|
|
|
|
|
by grogenaut
600 days ago
|
|
From what I've seen in Amazon it's pretty consistent that they do not blame the messenger which is what they consider the person who messed up. Usually that person is the last in a long series of decisions that could have prevented the issue, and thus why blame them. That is unless the person is a) acting with malice, b) is repeatedly shown a pattern of willful ignorance. IIRC, when one person took down S3 with a manual command overriding the safeguards the action was not to fire them but to figure out why it was still a manual process without sign off. Say what you will about Amazon culture, the ability to make mistakes or call them out is pretty consistently protected. |
|
It didn't override safeguards, but they sure wanted you to think that something unusual was done as part of the incident. What they executed was a standard operational command. The problem was, the components that that command interacted with had been creaking at the edges for years by that point. It was literally a case of "when", and not "if". All that happened was the command tipped it over the edge in combination with everything else happening as part of normal operational state.

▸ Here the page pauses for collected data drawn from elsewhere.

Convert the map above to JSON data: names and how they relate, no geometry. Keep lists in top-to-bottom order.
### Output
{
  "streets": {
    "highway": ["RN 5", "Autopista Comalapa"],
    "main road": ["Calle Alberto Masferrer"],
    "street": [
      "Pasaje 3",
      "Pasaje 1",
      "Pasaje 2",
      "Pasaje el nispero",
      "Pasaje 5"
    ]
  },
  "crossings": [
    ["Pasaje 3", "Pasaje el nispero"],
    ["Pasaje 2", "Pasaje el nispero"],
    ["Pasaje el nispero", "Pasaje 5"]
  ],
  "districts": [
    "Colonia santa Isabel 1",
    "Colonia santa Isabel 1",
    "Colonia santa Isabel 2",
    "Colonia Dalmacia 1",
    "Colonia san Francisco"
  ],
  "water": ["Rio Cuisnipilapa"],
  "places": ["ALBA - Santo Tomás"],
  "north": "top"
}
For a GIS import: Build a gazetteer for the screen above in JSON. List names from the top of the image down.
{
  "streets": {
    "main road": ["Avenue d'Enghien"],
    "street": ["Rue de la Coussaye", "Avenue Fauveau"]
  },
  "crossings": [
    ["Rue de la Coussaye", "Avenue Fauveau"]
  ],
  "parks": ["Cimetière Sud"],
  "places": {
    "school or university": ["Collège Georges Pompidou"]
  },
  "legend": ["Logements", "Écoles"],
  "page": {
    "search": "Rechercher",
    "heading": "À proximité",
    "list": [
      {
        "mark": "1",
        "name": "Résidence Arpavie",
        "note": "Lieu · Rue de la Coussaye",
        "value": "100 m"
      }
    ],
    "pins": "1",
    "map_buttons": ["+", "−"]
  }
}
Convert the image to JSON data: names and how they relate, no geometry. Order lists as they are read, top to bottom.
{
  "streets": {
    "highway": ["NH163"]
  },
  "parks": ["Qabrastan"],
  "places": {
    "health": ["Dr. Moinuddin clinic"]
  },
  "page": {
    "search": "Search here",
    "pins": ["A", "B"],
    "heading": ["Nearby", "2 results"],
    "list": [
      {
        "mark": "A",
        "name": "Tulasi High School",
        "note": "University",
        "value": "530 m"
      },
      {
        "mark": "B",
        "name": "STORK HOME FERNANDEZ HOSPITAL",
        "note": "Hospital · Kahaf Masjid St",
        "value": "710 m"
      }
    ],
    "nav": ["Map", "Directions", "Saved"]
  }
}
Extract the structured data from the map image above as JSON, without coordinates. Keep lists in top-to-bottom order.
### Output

Engineering leadership had repeatedly raised the risk with further up the chain and no one was willing to put headcount to actually mitigating the problem. If blame was to be applied anywhere, it wasn't on the engineer following the run book that gave them a standard operational command to execute with standard values. They did exactly what they were supposed to.
Some credit where it's due, my understanding from folks I knew still in that space, is that S3 leadership started turning things around after that incident and started taking these risks and operational state seriously.